(Dataset records)
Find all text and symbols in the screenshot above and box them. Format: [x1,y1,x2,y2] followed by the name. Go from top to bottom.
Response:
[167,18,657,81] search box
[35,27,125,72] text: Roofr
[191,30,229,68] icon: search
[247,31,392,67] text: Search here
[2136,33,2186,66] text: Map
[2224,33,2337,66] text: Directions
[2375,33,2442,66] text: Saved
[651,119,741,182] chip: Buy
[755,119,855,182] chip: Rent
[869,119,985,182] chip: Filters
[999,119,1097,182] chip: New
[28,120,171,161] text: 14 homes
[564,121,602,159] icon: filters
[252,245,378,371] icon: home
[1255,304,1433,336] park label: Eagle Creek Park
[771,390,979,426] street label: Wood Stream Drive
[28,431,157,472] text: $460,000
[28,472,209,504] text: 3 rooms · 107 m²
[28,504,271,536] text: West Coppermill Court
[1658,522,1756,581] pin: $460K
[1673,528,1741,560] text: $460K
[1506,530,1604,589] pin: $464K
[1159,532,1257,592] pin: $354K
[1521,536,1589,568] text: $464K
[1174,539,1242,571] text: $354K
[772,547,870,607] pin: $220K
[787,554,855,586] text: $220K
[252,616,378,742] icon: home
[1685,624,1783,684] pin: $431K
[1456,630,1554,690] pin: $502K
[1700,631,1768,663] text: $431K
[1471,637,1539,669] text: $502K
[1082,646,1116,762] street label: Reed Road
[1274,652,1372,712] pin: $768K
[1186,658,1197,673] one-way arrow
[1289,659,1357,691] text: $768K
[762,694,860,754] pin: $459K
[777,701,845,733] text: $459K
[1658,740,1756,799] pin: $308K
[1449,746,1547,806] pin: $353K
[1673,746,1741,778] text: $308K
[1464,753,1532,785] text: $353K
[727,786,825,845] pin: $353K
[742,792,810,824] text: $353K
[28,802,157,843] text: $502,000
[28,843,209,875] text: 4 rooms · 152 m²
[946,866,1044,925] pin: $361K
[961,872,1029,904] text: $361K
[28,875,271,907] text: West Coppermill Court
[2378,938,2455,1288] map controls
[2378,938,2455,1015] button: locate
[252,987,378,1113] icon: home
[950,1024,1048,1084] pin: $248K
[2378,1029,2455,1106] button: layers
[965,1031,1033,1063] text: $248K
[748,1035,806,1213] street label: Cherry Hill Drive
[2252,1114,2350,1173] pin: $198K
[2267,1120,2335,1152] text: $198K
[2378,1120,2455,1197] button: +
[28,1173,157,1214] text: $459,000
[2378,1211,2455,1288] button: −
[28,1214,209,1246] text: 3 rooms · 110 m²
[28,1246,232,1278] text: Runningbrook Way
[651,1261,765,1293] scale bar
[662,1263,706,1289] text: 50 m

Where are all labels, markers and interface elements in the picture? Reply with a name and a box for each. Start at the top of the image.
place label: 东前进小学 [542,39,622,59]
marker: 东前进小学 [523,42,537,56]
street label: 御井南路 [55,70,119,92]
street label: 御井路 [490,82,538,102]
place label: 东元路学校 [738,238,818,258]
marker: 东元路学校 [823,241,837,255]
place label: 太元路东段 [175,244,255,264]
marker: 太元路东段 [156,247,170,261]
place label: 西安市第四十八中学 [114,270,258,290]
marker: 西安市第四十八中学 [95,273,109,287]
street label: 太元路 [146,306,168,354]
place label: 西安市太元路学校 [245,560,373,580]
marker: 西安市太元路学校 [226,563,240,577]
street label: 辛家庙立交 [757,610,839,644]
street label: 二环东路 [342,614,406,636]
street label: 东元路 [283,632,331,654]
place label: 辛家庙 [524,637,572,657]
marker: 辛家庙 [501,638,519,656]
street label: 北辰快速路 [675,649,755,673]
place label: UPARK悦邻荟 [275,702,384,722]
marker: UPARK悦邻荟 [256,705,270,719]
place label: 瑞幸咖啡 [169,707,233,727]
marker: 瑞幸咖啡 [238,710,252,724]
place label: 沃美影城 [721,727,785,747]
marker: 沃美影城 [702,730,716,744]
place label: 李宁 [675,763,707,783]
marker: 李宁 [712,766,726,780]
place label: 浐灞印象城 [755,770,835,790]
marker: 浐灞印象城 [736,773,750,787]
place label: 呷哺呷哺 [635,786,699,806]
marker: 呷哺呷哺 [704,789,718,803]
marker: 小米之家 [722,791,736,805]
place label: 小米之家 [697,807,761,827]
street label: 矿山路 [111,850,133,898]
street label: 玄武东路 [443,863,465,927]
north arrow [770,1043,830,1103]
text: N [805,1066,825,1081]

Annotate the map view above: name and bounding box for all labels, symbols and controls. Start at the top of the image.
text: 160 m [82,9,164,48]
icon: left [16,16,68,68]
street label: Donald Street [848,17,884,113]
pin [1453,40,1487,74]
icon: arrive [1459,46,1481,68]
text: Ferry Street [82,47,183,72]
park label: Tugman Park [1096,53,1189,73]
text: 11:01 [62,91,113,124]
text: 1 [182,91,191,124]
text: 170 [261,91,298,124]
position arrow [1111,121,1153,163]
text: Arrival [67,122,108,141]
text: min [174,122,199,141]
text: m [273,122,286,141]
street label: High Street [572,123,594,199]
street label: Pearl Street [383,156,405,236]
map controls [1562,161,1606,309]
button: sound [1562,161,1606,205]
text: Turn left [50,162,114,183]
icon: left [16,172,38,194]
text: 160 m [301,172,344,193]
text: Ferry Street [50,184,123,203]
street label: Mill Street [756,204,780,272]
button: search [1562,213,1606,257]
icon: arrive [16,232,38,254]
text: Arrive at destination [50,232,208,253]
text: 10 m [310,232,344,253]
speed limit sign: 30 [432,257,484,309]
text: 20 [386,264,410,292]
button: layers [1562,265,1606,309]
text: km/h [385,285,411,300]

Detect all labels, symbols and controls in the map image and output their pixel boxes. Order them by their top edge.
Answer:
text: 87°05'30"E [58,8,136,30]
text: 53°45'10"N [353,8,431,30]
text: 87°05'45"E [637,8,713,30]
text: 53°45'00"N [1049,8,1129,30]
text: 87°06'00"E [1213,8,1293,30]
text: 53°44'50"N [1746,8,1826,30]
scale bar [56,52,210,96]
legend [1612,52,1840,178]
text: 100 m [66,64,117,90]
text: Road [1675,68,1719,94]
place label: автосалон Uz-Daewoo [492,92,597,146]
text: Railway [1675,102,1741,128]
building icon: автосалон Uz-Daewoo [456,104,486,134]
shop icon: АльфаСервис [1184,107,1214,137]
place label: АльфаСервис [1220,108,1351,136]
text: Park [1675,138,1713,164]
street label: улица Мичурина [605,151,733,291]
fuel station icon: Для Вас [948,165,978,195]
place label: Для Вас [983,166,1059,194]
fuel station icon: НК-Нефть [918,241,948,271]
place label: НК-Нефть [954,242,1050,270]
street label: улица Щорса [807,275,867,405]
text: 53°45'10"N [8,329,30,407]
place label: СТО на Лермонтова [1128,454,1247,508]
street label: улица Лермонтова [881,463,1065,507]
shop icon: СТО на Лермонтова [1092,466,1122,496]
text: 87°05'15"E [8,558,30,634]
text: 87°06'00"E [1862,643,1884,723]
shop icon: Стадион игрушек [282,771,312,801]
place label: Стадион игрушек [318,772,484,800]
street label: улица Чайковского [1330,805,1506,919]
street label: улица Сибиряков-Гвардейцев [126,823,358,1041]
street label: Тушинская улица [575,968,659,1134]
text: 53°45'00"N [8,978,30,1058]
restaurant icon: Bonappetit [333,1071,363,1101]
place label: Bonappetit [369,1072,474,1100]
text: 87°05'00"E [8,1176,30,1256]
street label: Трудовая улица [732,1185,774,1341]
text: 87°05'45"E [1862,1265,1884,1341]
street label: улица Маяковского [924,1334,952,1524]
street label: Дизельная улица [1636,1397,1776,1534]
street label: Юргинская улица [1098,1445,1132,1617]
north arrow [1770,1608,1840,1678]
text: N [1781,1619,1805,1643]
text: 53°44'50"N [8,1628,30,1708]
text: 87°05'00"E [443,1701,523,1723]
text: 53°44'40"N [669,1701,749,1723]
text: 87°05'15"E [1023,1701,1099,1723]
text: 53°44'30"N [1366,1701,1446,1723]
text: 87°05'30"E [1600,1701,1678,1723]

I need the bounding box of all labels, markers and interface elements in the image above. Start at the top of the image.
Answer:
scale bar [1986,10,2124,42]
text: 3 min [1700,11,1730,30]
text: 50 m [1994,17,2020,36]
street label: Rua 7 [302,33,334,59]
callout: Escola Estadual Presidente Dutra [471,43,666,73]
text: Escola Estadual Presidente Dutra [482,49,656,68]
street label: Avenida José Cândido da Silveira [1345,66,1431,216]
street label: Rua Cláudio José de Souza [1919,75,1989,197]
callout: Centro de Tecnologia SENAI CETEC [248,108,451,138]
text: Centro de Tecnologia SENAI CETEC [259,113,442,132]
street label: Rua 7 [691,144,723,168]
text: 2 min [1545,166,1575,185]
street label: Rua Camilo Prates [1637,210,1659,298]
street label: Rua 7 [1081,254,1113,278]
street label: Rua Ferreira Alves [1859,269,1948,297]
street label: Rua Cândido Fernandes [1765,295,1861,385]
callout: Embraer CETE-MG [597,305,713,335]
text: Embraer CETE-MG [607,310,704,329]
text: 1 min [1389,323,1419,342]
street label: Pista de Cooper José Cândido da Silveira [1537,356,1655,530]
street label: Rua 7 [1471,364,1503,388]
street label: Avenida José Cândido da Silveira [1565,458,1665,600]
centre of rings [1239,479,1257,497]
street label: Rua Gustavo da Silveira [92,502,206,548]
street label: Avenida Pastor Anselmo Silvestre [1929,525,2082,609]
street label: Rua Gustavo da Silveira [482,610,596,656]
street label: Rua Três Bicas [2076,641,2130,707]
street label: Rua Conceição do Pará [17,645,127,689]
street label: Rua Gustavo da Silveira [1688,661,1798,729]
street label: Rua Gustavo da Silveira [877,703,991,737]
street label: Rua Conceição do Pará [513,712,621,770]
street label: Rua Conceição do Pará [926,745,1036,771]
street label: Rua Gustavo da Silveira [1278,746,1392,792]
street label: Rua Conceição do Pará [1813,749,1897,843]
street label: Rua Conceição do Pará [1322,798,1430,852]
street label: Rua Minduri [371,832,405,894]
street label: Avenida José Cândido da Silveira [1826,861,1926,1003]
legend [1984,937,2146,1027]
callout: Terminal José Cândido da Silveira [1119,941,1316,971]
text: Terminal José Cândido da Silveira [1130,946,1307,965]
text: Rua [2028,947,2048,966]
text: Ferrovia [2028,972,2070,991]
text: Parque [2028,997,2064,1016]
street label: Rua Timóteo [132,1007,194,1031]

(What to produce)
From the data above, copy every line where "Estadual" appears.

(Result of this task)
callout: Escola Estadual Presidente Dutra [471,43,666,73]
text: Escola Estadual Presidente Dutra [482,49,656,68]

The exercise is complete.